WORK REQUEST: Identify and pull out each line of the entries in which "JSON" occurs.

DATA UNDER STUDY:
Content starts

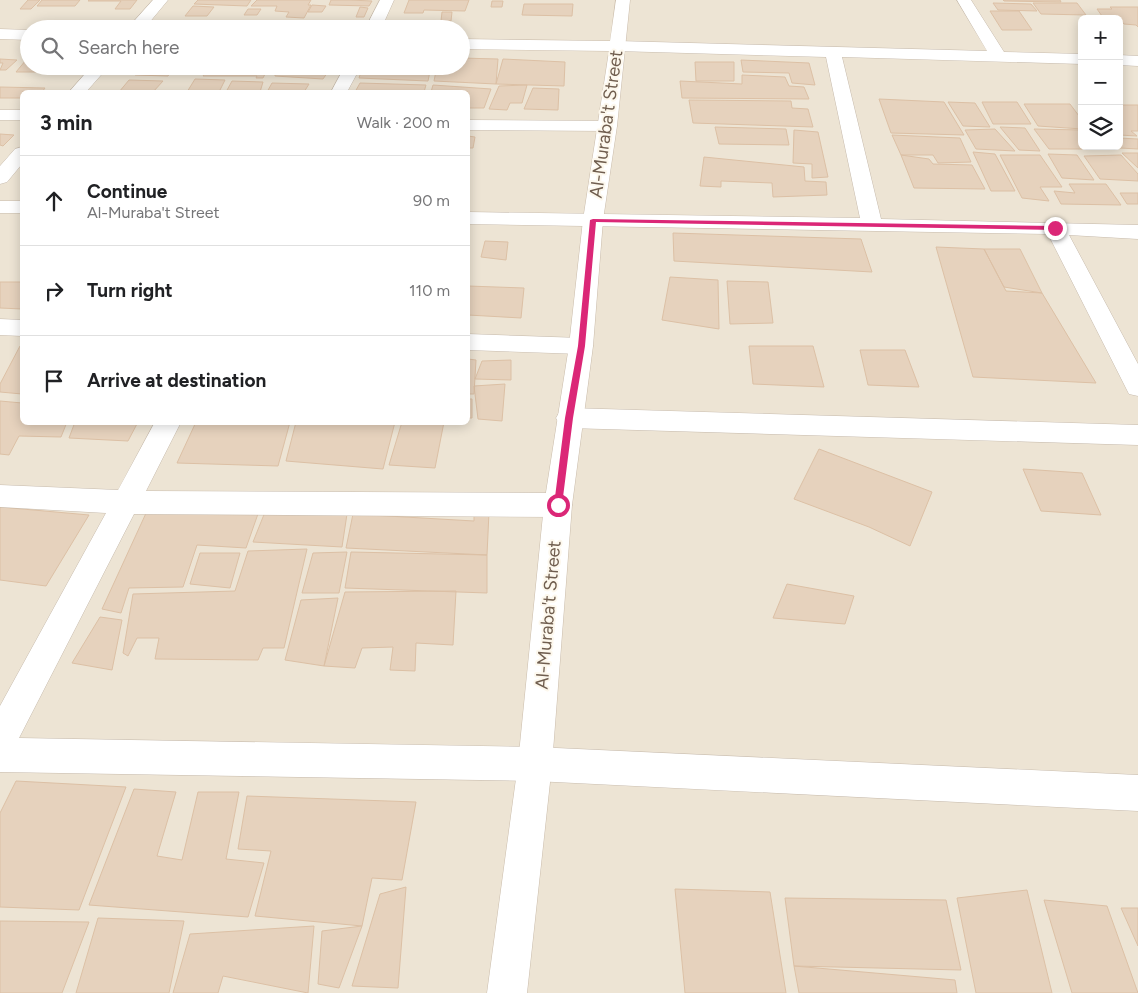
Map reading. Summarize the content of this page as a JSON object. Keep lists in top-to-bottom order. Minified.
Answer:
{"streets":{"street":["Al-Muraba't Street"]},"page":{"map_buttons":["+","−"],"search":"Search here","heading":["3 min","Walk · 200 m"],"list":[["Continue","Al-Muraba't Street","90 m"],["Turn right","110 m"],"Arrive at destination"]}}
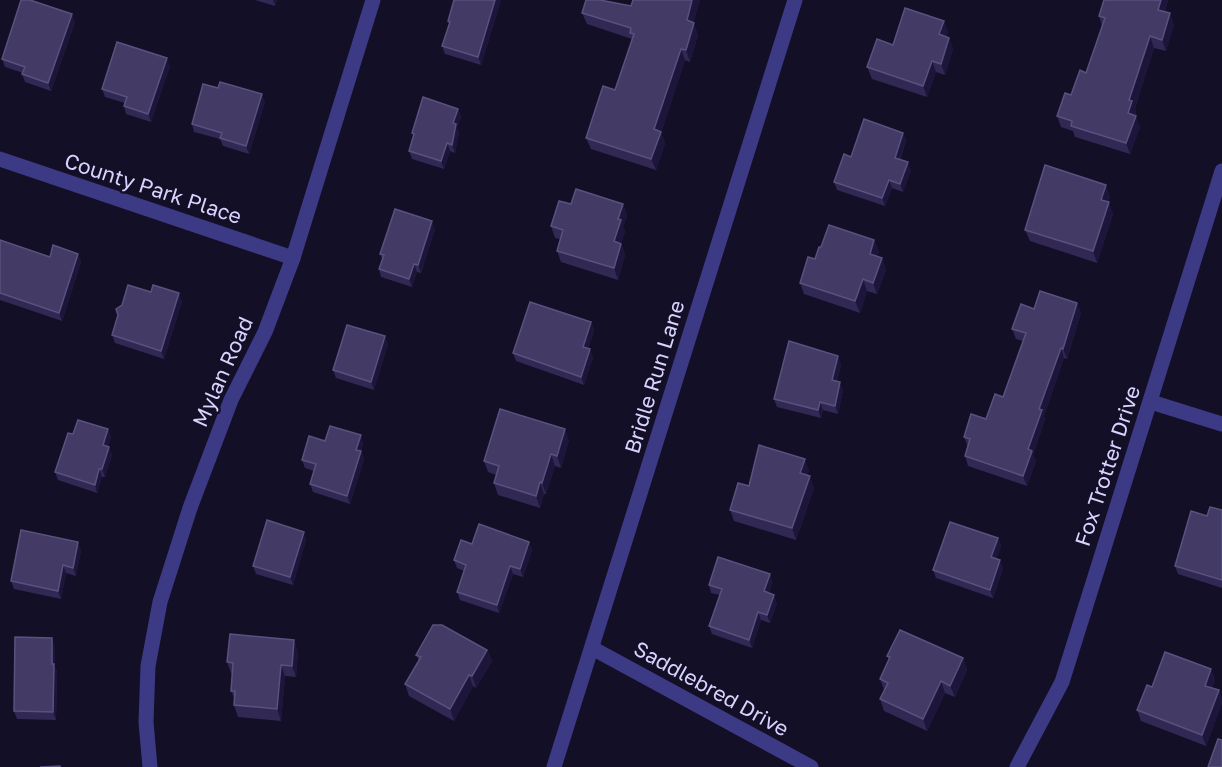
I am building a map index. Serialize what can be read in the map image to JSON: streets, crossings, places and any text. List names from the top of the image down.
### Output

Content ends

RESULT OF THE TASK:
Map reading. Summarize the content of this page as a JSON object. Keep lists in top-to-bottom order. Minified.
I am building a map index. Serialize what can be read in the map image to JSON: streets, crossings, places and any text. List names from the top of the image down.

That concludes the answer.